A gene therapy that was used to restore sight for patients who suffered from a rare form of childhood blindness seems to wane with time, a worrying sign that the innovative technology may fail to cure some ailments with only one course of treatment.
Shares of Spark Therapeutics Inc., which a producer of similar treatment, dropped the most since in January, when the stock began trading. The waning effect was reported in two studies in the New England Journal of Medicine. The studies didn’t use the same treatment or active therapy as the trials which are conducted by the Philadelphia-based Spark.
The results are a warning for one of biotechnology’s most important fields, where firms like Spark are working on treatments to fix genetic defects that lead to the disease. The scientists and companies gene therapies are collaborating to ensure the best treatments are used.
In studies run in the U.S. and U.K., an improved copy of the gene that produces a protein which is crucial for vision was injected into the patients’ eyes. An investigation on three University of Pennsylvania patients discovered their eyesight was improved for as much as three years. After that, the benefit started to trail off and the patients lost critical photoreceptor cells in the retina at the same pace as in their untreated eyes.

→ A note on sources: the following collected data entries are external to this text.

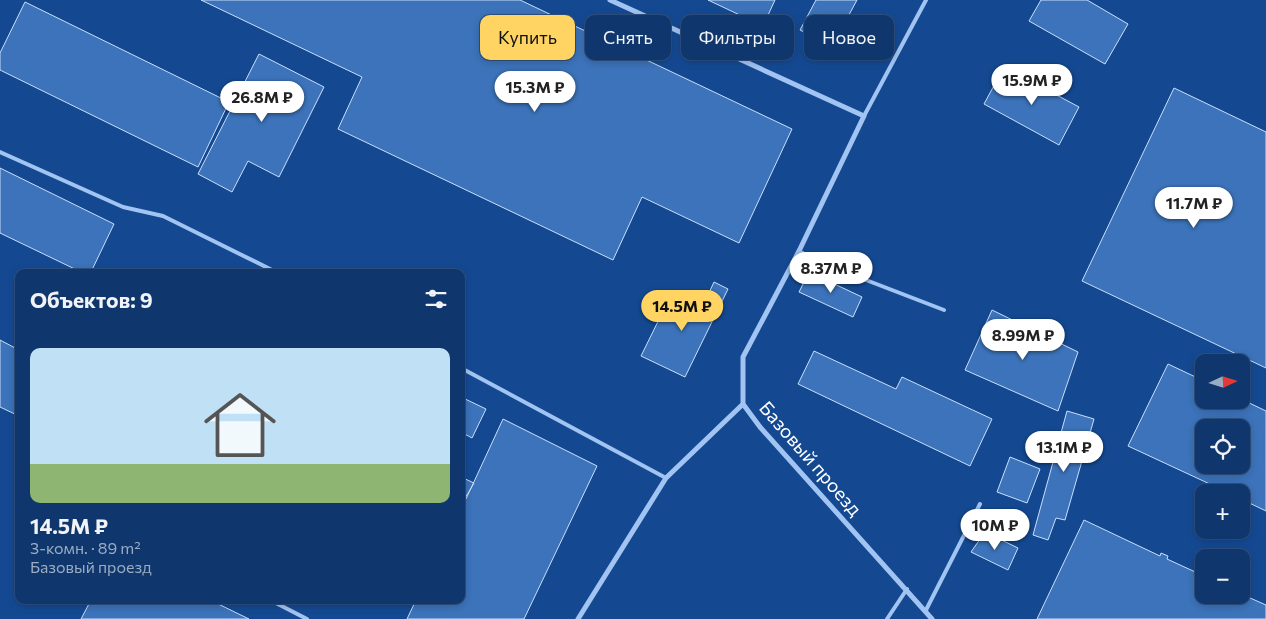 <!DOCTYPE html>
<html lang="ru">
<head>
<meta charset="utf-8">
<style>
	body { margin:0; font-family:Commissioner,sans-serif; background:#183f73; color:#f1f3f6; height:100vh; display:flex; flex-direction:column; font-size:19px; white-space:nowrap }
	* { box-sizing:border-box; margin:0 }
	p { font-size:16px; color:#9bacc2 }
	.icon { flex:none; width:28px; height:28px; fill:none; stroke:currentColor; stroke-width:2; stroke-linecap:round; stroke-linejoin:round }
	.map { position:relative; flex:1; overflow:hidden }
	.panel { position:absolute; left:15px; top:269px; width:450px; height:335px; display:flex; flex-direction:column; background:#0f376e; border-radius:10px; box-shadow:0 2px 8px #0003,0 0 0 1px #2f5181 }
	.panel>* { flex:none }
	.top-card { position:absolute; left:480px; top:15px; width:475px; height:45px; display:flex; gap:10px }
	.needle { width:32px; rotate:86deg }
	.controls { position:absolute; left:1195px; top:354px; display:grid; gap:10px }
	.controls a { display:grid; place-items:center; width:55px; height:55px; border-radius:10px; background:#0f376e; box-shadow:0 2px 8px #0003,0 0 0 1px #2f5181; font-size:25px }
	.price { position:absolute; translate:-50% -42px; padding:0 11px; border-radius:18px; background:#fff; color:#222; font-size:16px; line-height:32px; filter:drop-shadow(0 1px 2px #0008) }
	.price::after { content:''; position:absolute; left:50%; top:30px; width:15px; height:11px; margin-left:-8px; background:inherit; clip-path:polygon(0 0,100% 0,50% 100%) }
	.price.active { background:#ffd462; color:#111 }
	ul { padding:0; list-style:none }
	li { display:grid; align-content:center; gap:10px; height:265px; padding:0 15px }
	li span { display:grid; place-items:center; height:155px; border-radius:10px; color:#555 }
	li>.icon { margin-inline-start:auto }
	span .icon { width:90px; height:90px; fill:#fffc; stroke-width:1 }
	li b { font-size:21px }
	h2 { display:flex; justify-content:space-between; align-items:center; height:60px; padding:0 15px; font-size:21px }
	.pill { padding:0 18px; border-radius:10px; background:#0f376e; box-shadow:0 2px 8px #0003,0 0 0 1px #2f5181; font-size:18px; line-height:45px }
	.pill.active { background:#ffd462; color:#111 }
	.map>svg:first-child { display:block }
	.building { fill:#3c73ba; stroke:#c9dffc; fill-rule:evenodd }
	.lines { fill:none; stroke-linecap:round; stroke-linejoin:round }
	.service { stroke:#a1c4f2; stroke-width:4 }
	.minor { stroke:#a1c4f2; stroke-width:5 }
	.labels { text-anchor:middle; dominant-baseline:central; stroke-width:4; stroke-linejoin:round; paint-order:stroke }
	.street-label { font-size:19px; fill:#fff; stroke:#144992 }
</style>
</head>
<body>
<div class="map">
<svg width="1266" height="619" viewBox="0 0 1266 619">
	<rect width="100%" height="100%" fill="#144992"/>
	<path class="building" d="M201 0H520L792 129 739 243 642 197 613 260 338 129 362 77Z
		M708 0H775L763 26Z
		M816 0H857L832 46 800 30Z
		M1041 0H1087L1128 24 1105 64 1029 21Z
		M25 2 229 102 198 167 0 70V53Z
		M259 54 324 87 279 177 248 161 232 192 198 174Z
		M1004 67 1079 107 1059 145 984 104Z
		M1174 88 1266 132V368L1082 281Z
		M0 168 114 224 91 272H81L0 233Z
		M809 272 862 297 853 317 799 292Z
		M714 282 728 289 685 377 641 356 671 295 701 310Z
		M992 310 1078 352 1058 411 965 370Z
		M0 340 19 350V416L0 407Z
		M814 351 896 389 902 377 992 419 970 466 798 384Z
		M1168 364 1204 381V400L1241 399 1266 411V511L1241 499V492H1227L1128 446ZM1204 428H1241V465H1204Z
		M461 397 486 409 472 438 461 432Z
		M1067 411 1094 419 1065 520 1056 518 1048 540 1033 535Z
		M503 419 597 466 524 619H407L416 600H461V505L465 498 466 499Z
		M1010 457 1040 469 1027 503 997 492Z
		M461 477 474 483 461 505Z
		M1084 520 1160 556 1161 553 1168 556 1167 559 1204 576V595L1241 594 1266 605V619H1037Z
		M985 532 1018 548 1008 570 971 552Z
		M91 600H210L249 619H81Z"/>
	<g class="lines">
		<path class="service" d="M864 116 926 0
			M0 152 123 207 163 216 276 272
			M799 251 814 260 944 310
			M461 368 666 478
			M270 600 307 619
			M926 610 980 504
			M887 619 907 589"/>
		<path class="minor" d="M610 0 864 116 799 251 743 357V404L760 427 932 619
			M578 619 666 478 743 404"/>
	</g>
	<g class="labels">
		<g class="street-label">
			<text transform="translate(811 458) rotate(49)">Базовый проезд</text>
		</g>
	</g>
</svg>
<div class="controls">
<a><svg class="needle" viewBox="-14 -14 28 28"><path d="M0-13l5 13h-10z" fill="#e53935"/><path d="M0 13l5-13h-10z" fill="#9bacc2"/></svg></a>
<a><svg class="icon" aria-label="locate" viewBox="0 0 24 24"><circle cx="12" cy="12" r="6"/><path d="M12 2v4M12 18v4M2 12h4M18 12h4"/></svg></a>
<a>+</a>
<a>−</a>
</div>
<b class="price" style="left:1032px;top:106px">15.9M ₽</b>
<b class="price" style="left:535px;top:113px">15.3M ₽</b>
<b class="price" style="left:262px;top:123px">26.8M ₽</b>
<b class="price" style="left:1194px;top:229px">11.7M ₽</b>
<b class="price" style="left:831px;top:294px">8.37M ₽</b>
<b class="price active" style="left:682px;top:332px">14.5M ₽</b>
<b class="price" style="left:1023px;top:361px">8.99M ₽</b>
<b class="price" style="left:1064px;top:473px">13.1M ₽</b>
<b class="price" style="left:995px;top:551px">10M ₽</b>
<div class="top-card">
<a class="pill active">Купить</a>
<a class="pill">Снять</a>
<a class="pill">Фильтры</a>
<a class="pill">Новое</a>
</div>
<section class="panel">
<h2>Объектов: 9<svg class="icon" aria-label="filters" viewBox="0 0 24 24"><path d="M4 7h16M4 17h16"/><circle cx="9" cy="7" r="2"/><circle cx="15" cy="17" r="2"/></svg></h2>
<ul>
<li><span style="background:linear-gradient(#bfe0f5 75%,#8fb573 0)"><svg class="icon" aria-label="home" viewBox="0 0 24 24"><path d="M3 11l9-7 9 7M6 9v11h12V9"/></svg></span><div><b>14.5M ₽</b><p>3-комн. · 89 m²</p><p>Базовый проезд</p></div></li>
</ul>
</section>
</div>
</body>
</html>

A second research from the University College London’s Institute of Ophthalmology and Moorfields Eye Hospital focused on a dozen patients who got received different doses of the gene therapy. Half presented a modest benefit, with temporary improvement in retinal sensitivity that was at its peak a year after treatment. Three patients suffered from inflammation in the eyes, while two lost visual acuity.
While researchers are disappointed they don’t have a one-time treatment, the results are an “opportunity to improve the therapy so that the restored vision can be sustained for longer durations in patients,” said Samuel Jacobson, the lead researcher of the trial and a professor at Penn’s Scheie Eye Institute in Philadelphia.
The university scientists did not use the same therapy as Spark to cure the condition, which is called Leber congenital amaurosis.
Spark went public in January and its current value is of $1.4 billion. Its product has reached the third and final stage of clinical trials that precedes regulatory approval.
Spark has been examining patients’ status in trials for two to four years and found that their vision gains have lasted, said Chief Executive Officer Jeffrey Marrazzo.